Amazon (AMZN 3.12%) is one of the greatest success stories in the history of the American economy. The disruptive company, which started out as an online seller of books in the 1990s, has now transformed into a technology juggernaut that seemingly has its hands in many different industries. And shareholders have been rewarded, with a monster 10,150% stock gain just in the past two decades.

Even with the business sporting a market cap of $2.4 trillion and raking in $168 billion in second-quarter revenue, investors might still consider owning the stock. Here's one reason to buy Amazon.

A delivery person putting down a box with an Amazon  logo.

Image source: Amazon.

Growth from multiple segments

Amazon stands out because of its historical growth. Net sales soared 617% between 2014 and 2024. Looking ahead, the gains should be broad-based. The fact that the business has multiple growth engines propelling it forward is one top reason investors should add Amazon to their portfolio.

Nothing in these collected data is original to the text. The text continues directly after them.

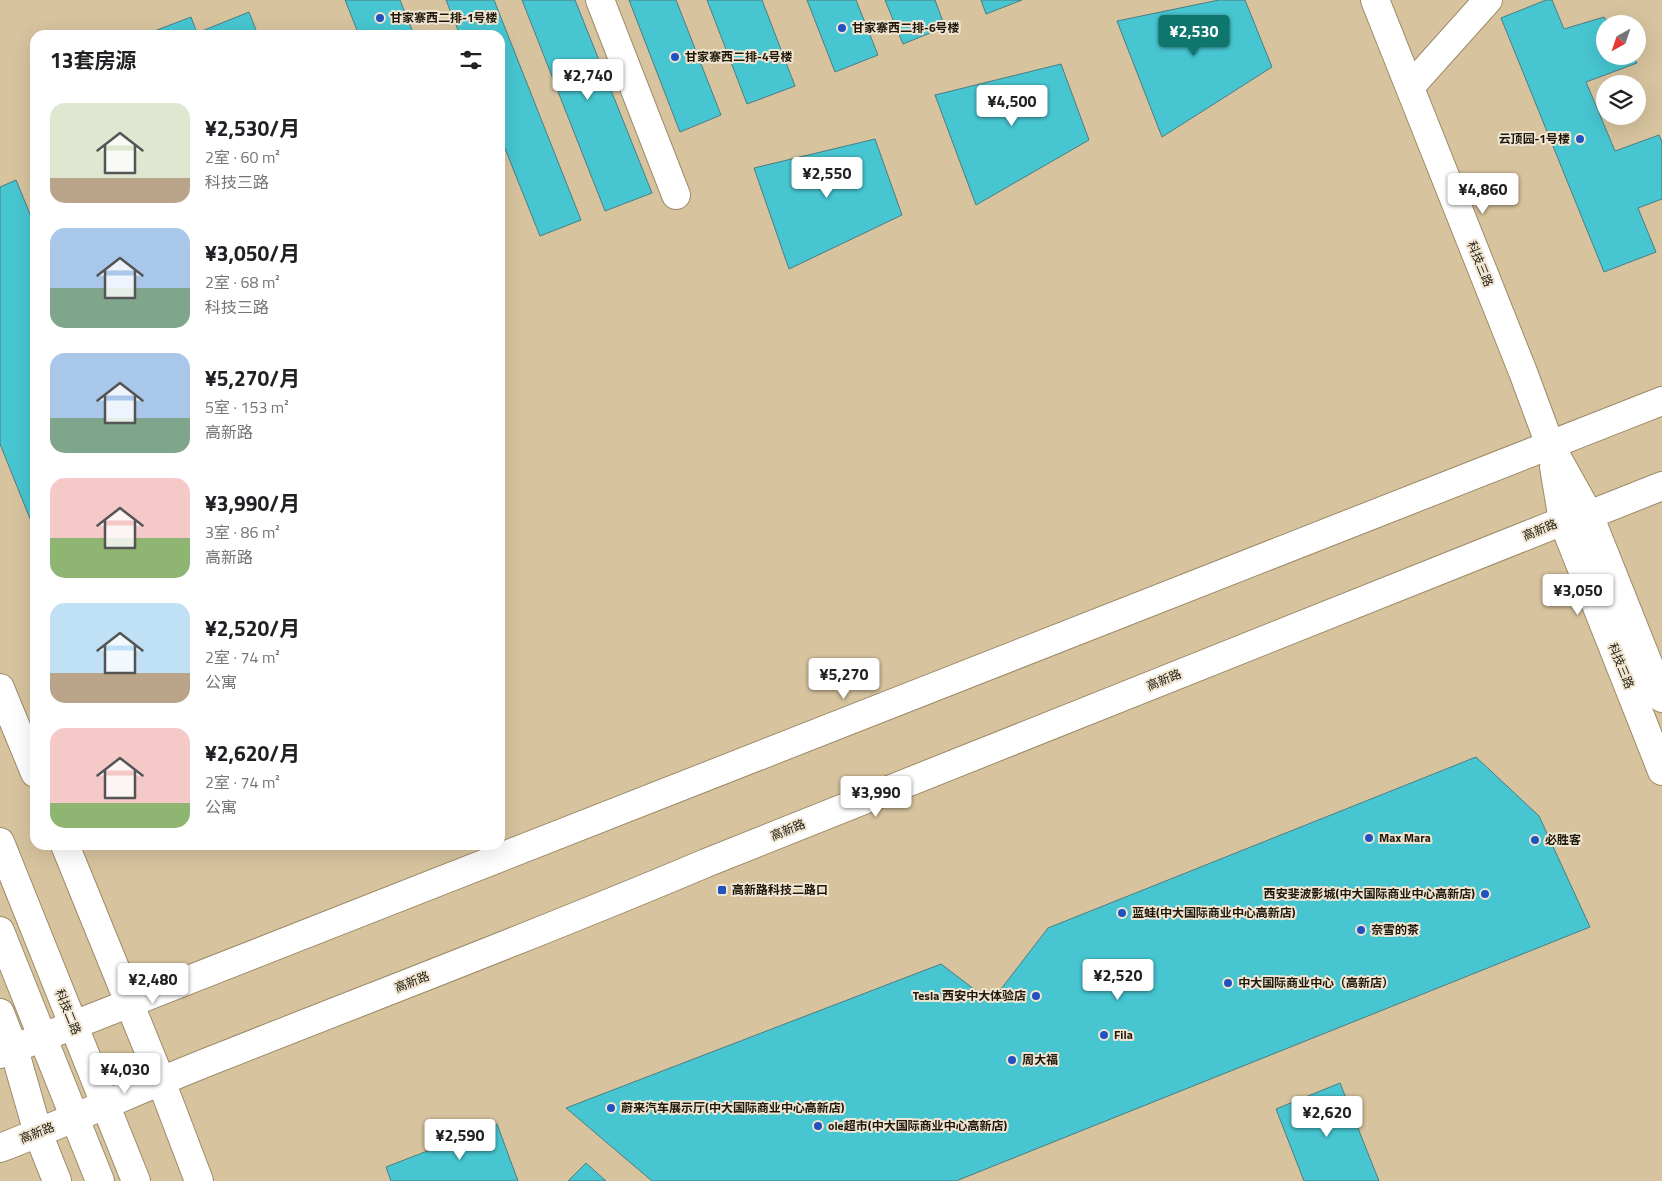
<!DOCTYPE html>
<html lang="zh">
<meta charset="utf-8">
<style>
:root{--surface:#fff;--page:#f2f2f2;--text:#202124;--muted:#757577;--accent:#0f766e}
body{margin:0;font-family:"Titillium Web","Noto Sans SC",sans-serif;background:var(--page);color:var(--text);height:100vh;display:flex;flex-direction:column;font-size:19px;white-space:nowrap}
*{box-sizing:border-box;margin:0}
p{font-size:16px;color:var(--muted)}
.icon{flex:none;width:28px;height:28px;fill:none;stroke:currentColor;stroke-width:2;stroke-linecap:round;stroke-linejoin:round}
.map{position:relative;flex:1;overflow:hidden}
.drawer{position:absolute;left:30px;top:30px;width:475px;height:820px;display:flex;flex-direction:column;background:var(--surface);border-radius:15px;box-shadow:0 5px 20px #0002}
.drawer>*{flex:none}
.needle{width:32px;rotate:220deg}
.fabs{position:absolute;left:1596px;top:15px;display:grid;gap:10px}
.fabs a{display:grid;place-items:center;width:50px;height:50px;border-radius:50%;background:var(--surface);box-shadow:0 5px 20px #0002;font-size:25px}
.price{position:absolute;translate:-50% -42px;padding:0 11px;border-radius:5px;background:#fff;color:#222;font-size:16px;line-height:32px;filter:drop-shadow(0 1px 2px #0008)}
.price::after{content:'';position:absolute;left:50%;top:30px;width:15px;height:11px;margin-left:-8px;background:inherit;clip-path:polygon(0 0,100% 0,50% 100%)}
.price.selected{background:var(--accent);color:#fff}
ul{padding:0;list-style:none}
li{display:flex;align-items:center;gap:15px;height:125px;padding:0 20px}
li span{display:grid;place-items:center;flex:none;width:140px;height:100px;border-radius:15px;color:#555}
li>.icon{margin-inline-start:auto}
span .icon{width:60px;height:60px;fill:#fffc;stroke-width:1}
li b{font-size:21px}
h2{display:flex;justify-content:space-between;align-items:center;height:60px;padding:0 20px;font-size:21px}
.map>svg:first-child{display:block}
.building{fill:#47c6d1;stroke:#4b7d82}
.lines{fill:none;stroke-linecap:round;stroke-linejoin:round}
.minor-casing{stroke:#9d8b68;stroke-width:30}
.tertiary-casing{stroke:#9d8b68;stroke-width:30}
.secondary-casing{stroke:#9d8b68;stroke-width:30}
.minor{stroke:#fff;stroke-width:28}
.tertiary{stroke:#fff;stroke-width:28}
.secondary{stroke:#fff;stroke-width:28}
.poi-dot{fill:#2252bf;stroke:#efe5d2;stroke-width:2}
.labels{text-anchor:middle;stroke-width:4;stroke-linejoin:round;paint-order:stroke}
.poi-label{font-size:12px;font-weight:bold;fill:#1f180a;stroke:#efe5d2;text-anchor:start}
.street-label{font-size:12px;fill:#1f180a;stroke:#efe5d2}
</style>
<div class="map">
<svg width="1662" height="1181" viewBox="0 0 1662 1181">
<rect width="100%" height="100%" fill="#d7c39e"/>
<g class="building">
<polygon points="345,0 400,0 414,35 359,35"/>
<polygon points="446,0 494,0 581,220 540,236 500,136 500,35 460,35"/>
<polygon points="522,0 575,0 652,193 605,211"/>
<polygon points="629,0 676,0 721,115 680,132"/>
<polygon points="707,0 762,0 795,86 747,104"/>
<polygon points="807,0 856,0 878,55 835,72"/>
<polygon points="885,0 935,0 945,27 903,44"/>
<polygon points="981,0 1022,0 986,14"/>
<polygon points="1219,0 1245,0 1272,67 1162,137 1117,21"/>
<polygon points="1546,0 1552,0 1564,29 1604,17 1609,24 1605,24 1605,56 1632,56 1637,63 1586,82 1615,151 1659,135 1662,142 1662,199 1638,208 1656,252 1604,272 1501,18"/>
<polygon points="249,12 258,35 144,35 191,17 197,33"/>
<polygon points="1061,64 1089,140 976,205 935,95"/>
<polygon points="875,139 902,215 789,269 754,168"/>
<polygon points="16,180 35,226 35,531 0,444 0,187"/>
<polygon points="1476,757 1539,816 1590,927 956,1181 652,1181 566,1108 941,964 991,1002 1048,928"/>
<polygon points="1340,1083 1379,1181 1304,1181 1276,1109"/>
<polygon points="497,1124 518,1181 391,1181 386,1167"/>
<polygon points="586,1163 606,1181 568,1181"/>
</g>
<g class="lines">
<defs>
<g id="minor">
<polyline points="600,0 676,195"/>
<polyline points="1410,87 1488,0"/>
</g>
<g id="tertiary">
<polyline points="1375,0 1523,372 1550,445 1589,515 1662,698"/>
<polyline points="1554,467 1563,521 1662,771"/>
<polyline points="0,688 35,773"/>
<polyline points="65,845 161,1081 199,1181"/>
<polyline points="0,1013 14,1049 38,1133 57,1181"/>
</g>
<g id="secondary">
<polyline points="0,842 136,1181"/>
<polyline points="0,931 100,1181"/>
<polyline points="0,1054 1662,401"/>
<path d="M0 1148C75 1119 148 1085 223 1056 384 992 546 931 706 863L1563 521 1589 515 1662 486"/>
</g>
</defs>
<use href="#minor" class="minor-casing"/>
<use href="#tertiary" class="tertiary-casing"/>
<use href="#secondary" class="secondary-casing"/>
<use href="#minor" class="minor"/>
<use href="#tertiary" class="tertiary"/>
<use href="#secondary" class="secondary"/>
</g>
<g class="poi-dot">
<circle cx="380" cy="18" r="5"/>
<circle cx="842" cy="28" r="5"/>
<circle cx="675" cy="57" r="5"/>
<circle cx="1580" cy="139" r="5"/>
<circle cx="1369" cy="838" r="5"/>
<circle cx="1535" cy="840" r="5"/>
<rect x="717" y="885" width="10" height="10" rx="2.5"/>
<circle cx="1485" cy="894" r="5"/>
<circle cx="1122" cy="913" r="5"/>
<circle cx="1361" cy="930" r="5"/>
<circle cx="1228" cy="983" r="5"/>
<circle cx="1036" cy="996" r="5"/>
<circle cx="1104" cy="1035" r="5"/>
<circle cx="1012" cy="1060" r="5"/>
<circle cx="611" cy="1108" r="5"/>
<circle cx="818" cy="1126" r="5"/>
</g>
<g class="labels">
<g class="poi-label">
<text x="390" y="22">甘家寨西二排-1号楼</text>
<text x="852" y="32">甘家寨西二排-6号楼</text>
<text x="685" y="61">甘家寨西二排-4号楼</text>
<text x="1570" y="143" text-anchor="end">云顶园-1号楼</text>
<text x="1379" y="842">Max Mara</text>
<text x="1545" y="844">必胜客</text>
<text x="732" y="894">高新路科技二路口</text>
<text x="1475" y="898" text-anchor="end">西安斐波影城(中大国际商业中心高新店)</text>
<text x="1132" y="917">蓝蛙(中大国际商业中心高新店)</text>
<text x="1371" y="934">奈雪的茶</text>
<text x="1238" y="987">中大国际商业中心（高新店）</text>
<text x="1026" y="1000" text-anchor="end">Tesla 西安中大体验店</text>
<text x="1114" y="1039">Fila</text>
<text x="1022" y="1064">周大福</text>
<text x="621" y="1112">蔚来汽车展示厅(中大国际商业中心高新店)</text>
<text x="828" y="1130">ole超市(中大国际商业中心高新店)</text>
</g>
<g class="street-label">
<text transform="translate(1480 264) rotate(68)" y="4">科技三路</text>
<text transform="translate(1540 530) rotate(-22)" y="4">高新路</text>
<text transform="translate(1621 666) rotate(68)" y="4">科技三路</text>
<text transform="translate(1164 680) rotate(-22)" y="4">高新路</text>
<text transform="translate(788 830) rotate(-22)" y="4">高新路</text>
<text transform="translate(412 982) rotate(-21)" y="4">高新路</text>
<text transform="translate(68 1012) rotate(68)" y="4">科技二路</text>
<text transform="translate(37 1133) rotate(-21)" y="4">高新路</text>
</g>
</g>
</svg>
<div class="fabs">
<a><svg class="needle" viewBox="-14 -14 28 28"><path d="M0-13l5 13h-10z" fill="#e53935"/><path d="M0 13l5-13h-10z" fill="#757577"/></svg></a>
<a><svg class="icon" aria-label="layers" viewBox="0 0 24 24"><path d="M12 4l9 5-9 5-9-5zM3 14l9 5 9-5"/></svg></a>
</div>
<b class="price selected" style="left:1194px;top:57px">¥2,530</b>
<b class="price" style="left:588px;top:101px">¥2,740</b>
<b class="price" style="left:1012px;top:127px">¥4,500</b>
<b class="price" style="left:827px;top:199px">¥2,550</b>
<b class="price" style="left:1483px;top:215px">¥4,860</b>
<b class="price" style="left:1578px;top:616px">¥3,050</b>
<b class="price" style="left:844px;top:700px">¥5,270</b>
<b class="price" style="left:876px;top:818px">¥3,990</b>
<b class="price" style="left:1118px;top:1001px">¥2,520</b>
<b class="price" style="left:153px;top:1005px">¥2,480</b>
<b class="price" style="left:125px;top:1095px">¥4,030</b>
<b class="price" style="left:1327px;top:1138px">¥2,620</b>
<b class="price" style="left:460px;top:1161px">¥2,590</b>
<section class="drawer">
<h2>13套房源<svg class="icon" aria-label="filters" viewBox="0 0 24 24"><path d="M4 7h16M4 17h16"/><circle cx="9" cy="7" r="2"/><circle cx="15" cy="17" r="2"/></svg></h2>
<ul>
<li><span style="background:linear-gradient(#dfe7d0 75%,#b9a48a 0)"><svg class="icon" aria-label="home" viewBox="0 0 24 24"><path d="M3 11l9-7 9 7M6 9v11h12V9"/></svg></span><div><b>¥2,530/月</b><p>2室 · 60 m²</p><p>科技三路</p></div></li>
<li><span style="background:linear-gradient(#a9c7e8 60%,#7fa58c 0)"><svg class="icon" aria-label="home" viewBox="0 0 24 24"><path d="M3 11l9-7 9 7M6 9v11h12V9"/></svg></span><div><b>¥3,050/月</b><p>2室 · 68 m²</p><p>科技三路</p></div></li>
<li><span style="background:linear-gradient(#a9c7e8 65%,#7fa58c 0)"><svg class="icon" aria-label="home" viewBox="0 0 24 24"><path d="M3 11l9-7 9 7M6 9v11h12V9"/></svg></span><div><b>¥5,270/月</b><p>5室 · 153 m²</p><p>高新路</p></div></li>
<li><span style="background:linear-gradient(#f6c9c9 60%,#8fb573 0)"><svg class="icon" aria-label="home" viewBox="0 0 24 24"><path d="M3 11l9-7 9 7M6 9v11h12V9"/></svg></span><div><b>¥3,990/月</b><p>3室 · 86 m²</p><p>高新路</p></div></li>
<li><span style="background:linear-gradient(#bfe0f5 70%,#b9a48a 0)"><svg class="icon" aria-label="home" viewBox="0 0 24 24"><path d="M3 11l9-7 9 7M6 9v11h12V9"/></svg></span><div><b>¥2,520/月</b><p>2室 · 74 m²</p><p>公寓</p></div></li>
<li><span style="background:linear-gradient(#f6c9c9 75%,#8fb573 0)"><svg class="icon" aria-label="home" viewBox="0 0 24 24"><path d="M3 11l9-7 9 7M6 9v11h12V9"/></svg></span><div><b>¥2,620/月</b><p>2室 · 74 m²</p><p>公寓</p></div></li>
</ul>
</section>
</div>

Obviously, there's e-commerce, a subsector that only commands 16.3% of all retail spending in the U.S. But the company also makes money from digital advertising, a segment that saw sales jump 23% year over year in Q2. Amazon is also involved in healthcare and autonomous driving.

Don't forget about Amazon Web Services

There's also the cloud computing division Amazon Web Services (AWS), the most exciting part of the company. AWS is growing at a slower pace than its smaller rivals, but this isn't necessarily cause for immediate concern. Those peers are expanding off a smaller revenue base. What's more, AWS still has the lead in terms of market share, and it remains extremely profitable, with an operating margin of 32.9% in the second quarter.

As we look to the next five or 10 years, AWS will surely become a more important contributor to Amazon's financial success. Add this to Amazon's other growing segments, and investors should think about buying this stock today.